ABOUT THIS TASK
Filter the records for lines holding the string "scale".

(Recorded data)
____________________

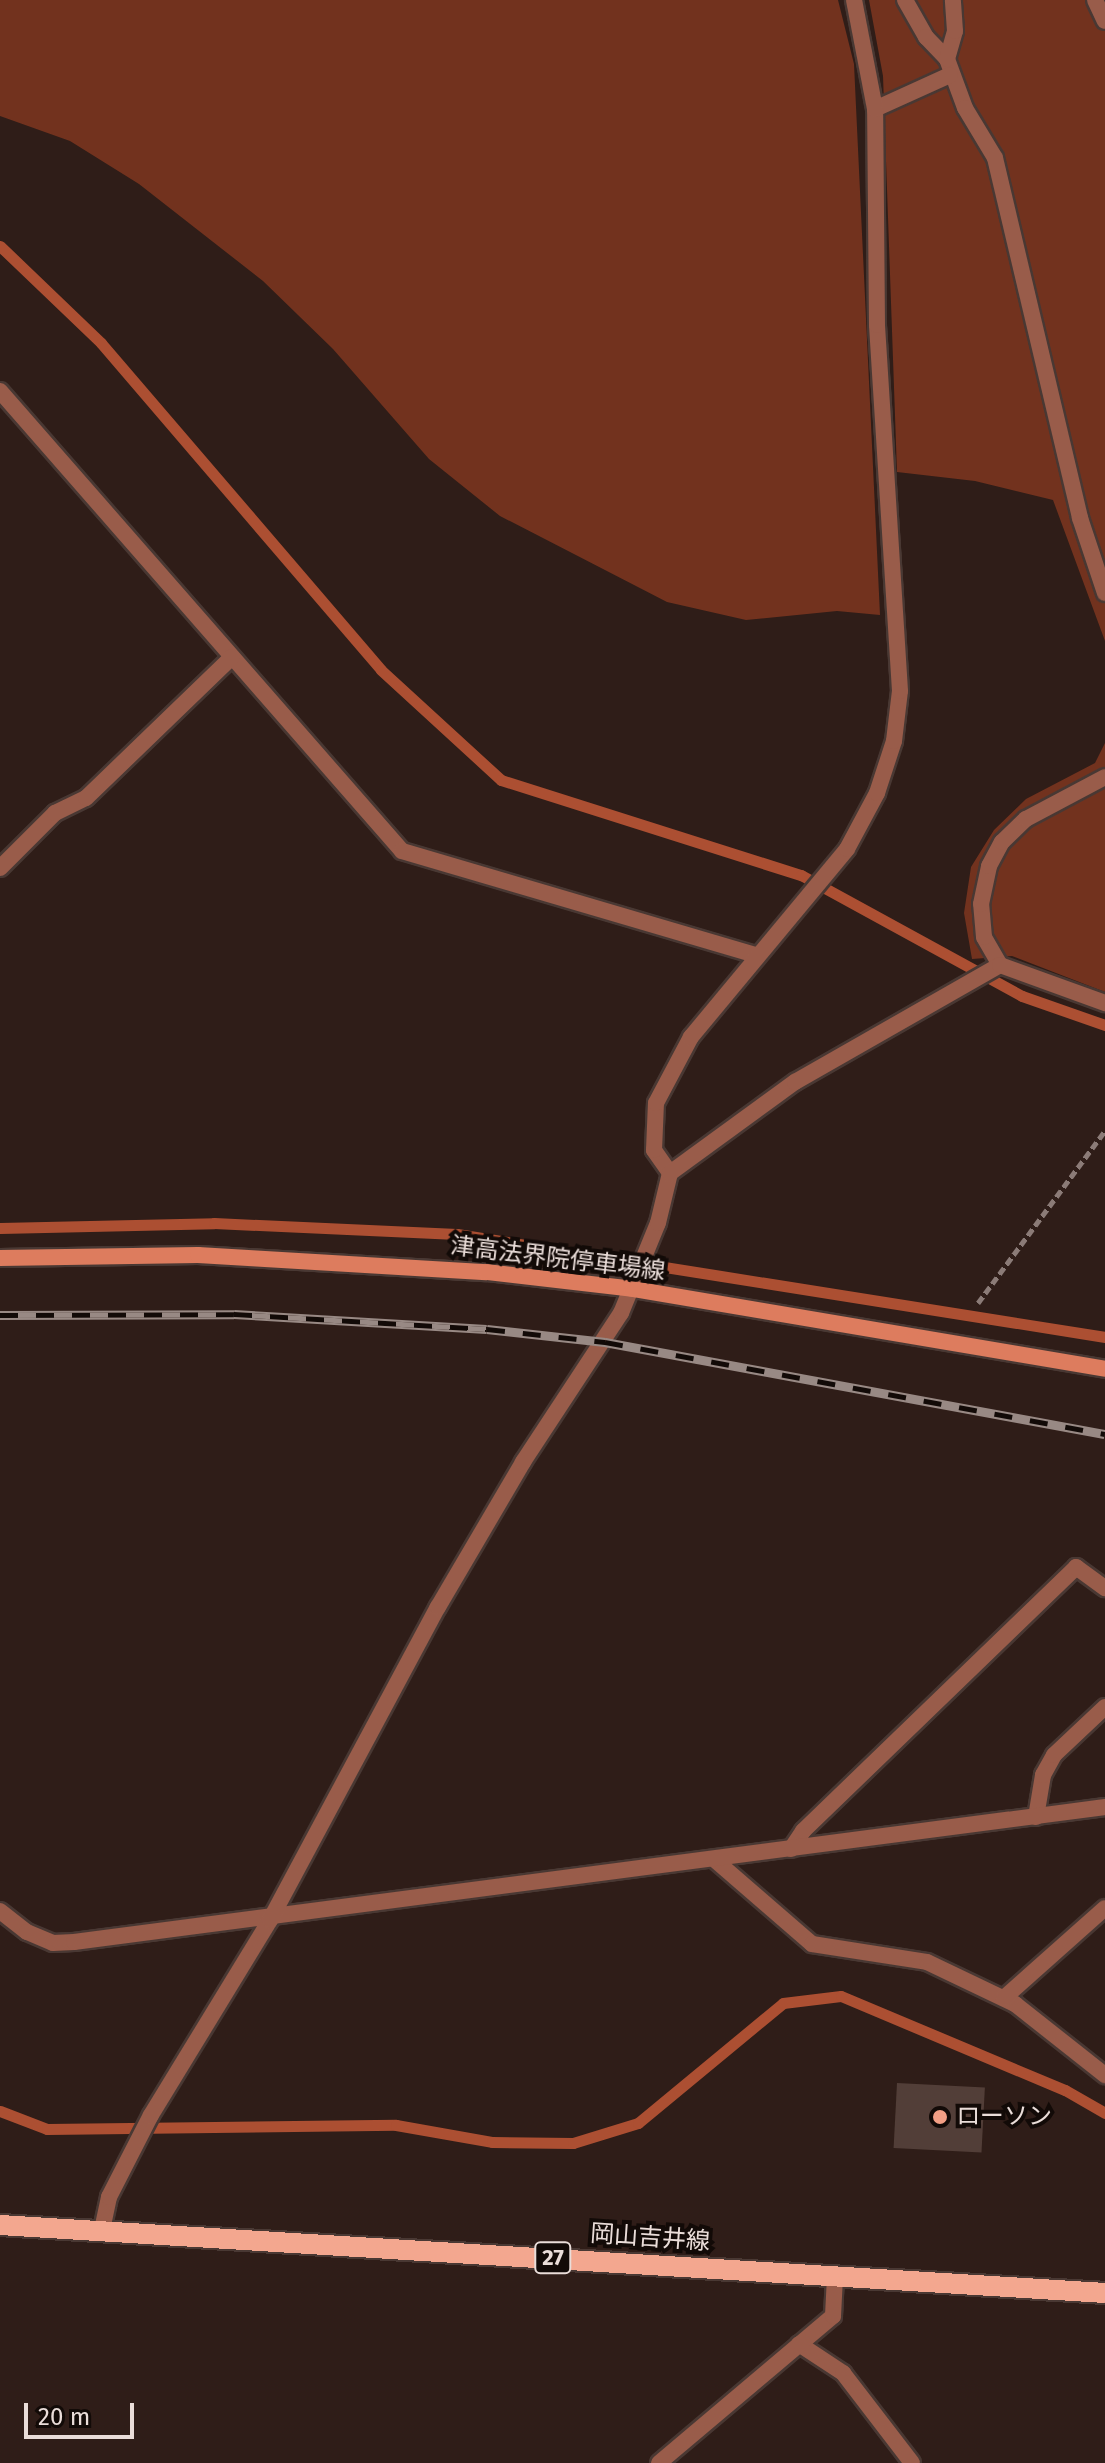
<!DOCTYPE html>
<meta charset="utf-8">
<style>
body{margin:0}
#map{position:relative;width:1105px;height:2463px;overflow:hidden;background:#2f1d18;font-family:"Fira Sans","Noto Sans JP",sans-serif}
div>[style]{position:absolute}
.green>*{inset:0;background:#72321e}
.stream>*{height:11px;margin:-5.5px;padding:0 5.5px;transform-origin:5.5px;border-radius:5.5px;background:#ac4f32}
.building>*{inset:0;background:#523e38;transform-origin:0 0}
.path>*{height:5px;margin-top:-2.5px;transform-origin:0;background:repeating-linear-gradient(90deg,#8b7b77 0 8px,transparent 0 12px)}
.roads{filter:drop-shadow(2px 0 #493833) drop-shadow(-2px 0 #493833) drop-shadow(0 2px #493833) drop-shadow(0 -2px #493833)}
.service>*{height:16px;margin:-8px;padding:0 8px;transform-origin:8px;border-radius:8px;background:#995c4a}
.minor>*{height:16px;margin:-8px;padding:0 8px;transform-origin:8px;border-radius:8px;background:#995c4a}
.secondary>*{height:16px;margin:-8px;padding:0 8px;transform-origin:8px;border-radius:8px;background:#dd7c5e}
.primary>*{height:20px;margin:-10px;padding:0 10px;transform-origin:10px;border-radius:10px;background:#f3a78f}
.rail>*{height:9px;margin-top:-4.5px;transform-origin:0;background:repeating-linear-gradient(90deg,#120a07 0 18px,#988984 0 36px);box-sizing:border-box;border-block:2px solid #988984}
.dots>*{width:22px;height:22px;translate:-50% -50%;box-sizing:border-box;border:4px solid #120a07;border-radius:50%}
span{translate:-50% -50%;white-space:nowrap;text-align:center;line-height:1.15;-webkit-text-stroke:8px #120a07;paint-order:stroke}
.shield-label span{padding:2px 6px;background:#120a07;border:2px solid;border-radius:6px;-webkit-text-stroke-width:0}
.shield-label{font-size:22px;color:#eaddd9;font-weight:700}
.street-label{font-size:24px;color:#eaddd9}
.poi-label{font-size:24px;color:#eaddd9}
.left{translate:0 -50%;text-align:left}
.scale{position:absolute;left:24px;top:2403px;width:110px;height:36px;box-sizing:border-box;border:4px solid #eaddd9;border-top:0;padding-left:10px;font-size:24px;line-height:28px;white-space:nowrap;color:#eaddd9;-webkit-text-stroke:6px #120a07;paint-order:stroke}
</style>
<div id="map">
<div class="green">
<i style="clip-path:polygon(0 0,838px 0,854px 64px,880px 615px,837px 611px,746px 620px,667px 602px,500px 516px,429px 459px,333px 349px,263px 281px,139px 184px,70px 141px,0 116px)"></i>
<i style="clip-path:polygon(869px 0,1105px 0,1105px 641px,1053px 500px,975px 481px,897px 472px,883px 76px)"></i>
<i style="clip-path:polygon(1105px 743px,1105px 992px,1012px 956px,972px 959px,964px 913px,971px 867px,994px 830px,1026px 799px,1095px 763px)"></i>
</div>
<div class="stream">
<i style="left:0;top:246px;width:140px;rotate:43.8deg"></i>
<i style="left:101px;top:343px;width:430px;rotate:49.4deg"></i>
<i style="left:381px;top:670px;width:163px;rotate:42.5deg"></i>
<i style="left:501px;top:780px;width:315px;rotate:17.6deg"></i>
<i style="left:801px;top:875px;width:252px;rotate:28.7deg"></i>
<i style="left:1022px;top:996px;width:88px;rotate:19.3deg"></i>
<i style="left:0;top:1228px;width:214px;rotate:-1.3deg"></i>
<i style="left:214px;top:1223px;width:243px;rotate:2.6deg"></i>
<i style="left:457px;top:1234px;width:656px;rotate:9.03deg"></i>
<i style="left:0;top:2111px;width:50px;rotate:21deg"></i>
<i style="left:47px;top:2129px;width:349px;rotate:-0.7deg"></i>
<i style="left:396px;top:2125px;width:97px;rotate:10deg"></i>
<i style="left:492px;top:2142px;width:81px;rotate:0.7deg"></i>
<i style="left:573px;top:2143px;width:68px;rotate:-17.1deg"></i>
<i style="left:638px;top:2123px;width:188px;rotate:-39.6deg"></i>
<i style="left:783px;top:2003px;width:58px;rotate:-6.9deg"></i>
<i style="left:841px;top:1996px;width:243px;rotate:22.8deg"></i>
<i style="left:1065px;top:2090px;width:46px;rotate:29.9deg"></i>
</div>
<div class="building">
<i style="left:897px;top:2083px;width:88px;height:65px;rotate:3deg"></i>
</div>
<div class="path">
<i style="left:978px;top:1303px;width:214px;rotate:-53.6deg"></i>
</div>
<div class="roads">
<div class="service">
<i style="left:905px;top:0;width:43px;rotate:60.4deg"></i>
<i style="left:926px;top:37px;width:30px;rotate:46deg"></i>
<i style="left:947px;top:59px;width:52px;rotate:69.8deg"></i>
<i style="left:965px;top:108px;width:58px;rotate:59deg"></i>
<i style="left:995px;top:158px;width:370px;rotate:76.7deg"></i>
<i style="left:1080px;top:518px;width:79px;rotate:71.6deg"></i>
<i style="left:1095px;top:0;width:23px;rotate:65deg"></i>
<i style="left:947px;top:59px;width:29px;rotate:-74deg"></i>
<i style="left:955px;top:31px;width:31px;rotate:-94deg"></i>
<i style="left:875px;top:109px;width:82px;rotate:-24.4deg"></i>
<i style="left:1000px;top:965px;width:32px;rotate:-120deg"></i>
<i style="left:984px;top:937px;width:33px;rotate:-95deg"></i>
<i style="left:981px;top:904px;width:39px;rotate:-78deg"></i>
<i style="left:989px;top:866px;width:27px;rotate:-62deg"></i>
<i style="left:1002px;top:842px;width:33px;rotate:-44deg"></i>
<i style="left:1026px;top:819px;width:89px;rotate:-28deg"></i>
</div>
<div class="minor">
<i style="left:0;top:391px;width:611px;rotate:48.85deg"></i>
<i style="left:402px;top:851px;width:368px;rotate:16.4deg"></i>
<i style="left:0;top:868px;width:78px;rotate:-45deg"></i>
<i style="left:55px;top:813px;width:34px;rotate:-26deg"></i>
<i style="left:86px;top:798px;width:203px;rotate:-44deg"></i>
<i style="left:670px;top:1173px;width:28px;rotate:-125deg"></i>
<i style="left:654px;top:1150px;width:47px;rotate:-87.6deg"></i>
<i style="left:656px;top:1103px;width:75px;rotate:-62.1deg"></i>
<i style="left:691px;top:1037px;width:244px;rotate:-50.3deg"></i>
<i style="left:847px;top:849px;width:64px;rotate:-61.8deg"></i>
<i style="left:877px;top:793px;width:55px;rotate:-71.9deg"></i>
<i style="left:894px;top:741px;width:50px;rotate:-83.2deg"></i>
<i style="left:900px;top:691px;width:367px;rotate:-93.6deg"></i>
<i style="left:877px;top:325px;width:216px;rotate:-90.5deg"></i>
<i style="left:875px;top:109px;width:111px;rotate:-100.9deg"></i>
<i style="left:1036px;top:1817px;width:43px;rotate:-80.5deg"></i>
<i style="left:1043px;top:1775px;width:23px;rotate:-61deg"></i>
<i style="left:1054px;top:1755px;width:70px;rotate:-43.3deg"></i>
<i style="left:791px;top:1849px;width:22px;rotate:-56deg"></i>
<i style="left:803px;top:1831px;width:380px;rotate:-44deg"></i>
<i style="left:1076px;top:1567px;width:36px;rotate:36deg"></i>
<i style="left:715px;top:1860px;width:128px;rotate:40.9deg"></i>
<i style="left:812px;top:1944px;width:116px;rotate:8.9deg"></i>
<i style="left:927px;top:1962px;width:98px;rotate:25.5deg"></i>
<i style="left:1015px;top:2004px;width:115px;rotate:38.3deg"></i>
<i style="left:0;top:1911px;width:34px;rotate:38deg"></i>
<i style="left:27px;top:1932px;width:28px;rotate:23deg"></i>
<i style="left:53px;top:1943px;width:21px;rotate:-3deg"></i>
<i style="left:74px;top:1942px;width:1040px;rotate:-7.46deg"></i>
<i style="left:1004px;top:1998px;width:135px;rotate:-41.7deg"></i>
<i style="left:102px;top:2230px;width:34px;rotate:-78deg"></i>
<i style="left:109px;top:2197px;width:92px;rotate:-62.9deg"></i>
<i style="left:151px;top:2115px;width:228px;rotate:-58.6deg"></i>
<i style="left:270px;top:1920px;width:355px;rotate:-61.8deg"></i>
<i style="left:438px;top:1607px;width:168px;rotate:-59.6deg"></i>
<i style="left:523px;top:1462px;width:178px;rotate:-56.7deg"></i>
<i style="left:621px;top:1313px;width:97px;rotate:-67.7deg"></i>
<i style="left:658px;top:1223px;width:51px;rotate:-76.5deg"></i>
<i style="left:670px;top:1173px;width:155px;rotate:-36.1deg"></i>
<i style="left:795px;top:1082px;width:236px;rotate:-29.7deg"></i>
<i style="left:1000px;top:965px;width:112px;rotate:19.9deg"></i>
<i style="left:799px;top:2344px;width:53px;rotate:33.4deg"></i>
<i style="left:843px;top:2373px;width:113px;rotate:52.5deg"></i>
<i style="left:659px;top:2463px;width:228px;rotate:-40.2deg"></i>
<i style="left:833px;top:2316px;width:40px;rotate:-87.1deg"></i>
</div>
<div class="secondary">
<i style="left:0;top:1258px;width:198px;rotate:-0.9deg"></i>
<i style="left:198px;top:1255px;width:289px;rotate:3.4deg"></i>
<i style="left:487px;top:1272px;width:147px;rotate:6.6deg"></i>
<i style="left:633px;top:1289px;width:479px;rotate:9.6deg"></i>
</div>
<div class="primary">
<i style="left:0;top:2225px;width:1107px;rotate:3.52deg"></i>
</div>
</div>
<div class="rail">
<i style="left:0;top:1315px;width:234px;rotate:-0.2deg"></i>
<i style="left:234px;top:1314px;width:253px;rotate:3.4deg"></i>
<i style="left:487px;top:1329px;width:119px;rotate:6.3deg"></i>
<i style="left:605px;top:1342px;width:508px;rotate:10.43deg"></i>
</div>
<div class="dots">
<i style="left:940px;top:2117px;background:#f39f85"></i>
</div>
<div class="shield-label">
<span style="left:553px;top:2258px">27</span>
</div>
<div class="street-label">
<span style="left:558px;top:1259px;rotate:7deg">津高法界院停車場線</span>
<span style="left:650px;top:2238px;rotate:4deg">岡山吉井線</span>
</div>
<div class="poi-label">
<span class="left" style="left:956px;top:2117px">ローソン</span>
</div>
<div class="scale">20 m</div>
</div>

____________________

EXPECTED ANSWER
.scale{position:absolute;left:24px;top:2403px;width:110px;height:36px;box-sizing:border-box;border:4px solid #eaddd9;border-top:0;padding-left:10px;font-size:24px;line-height:28px;white-space:nowrap;color:#eaddd9;-webkit-text-stroke:6px #120a07;paint-order:stroke}
<div class="scale">20 m</div>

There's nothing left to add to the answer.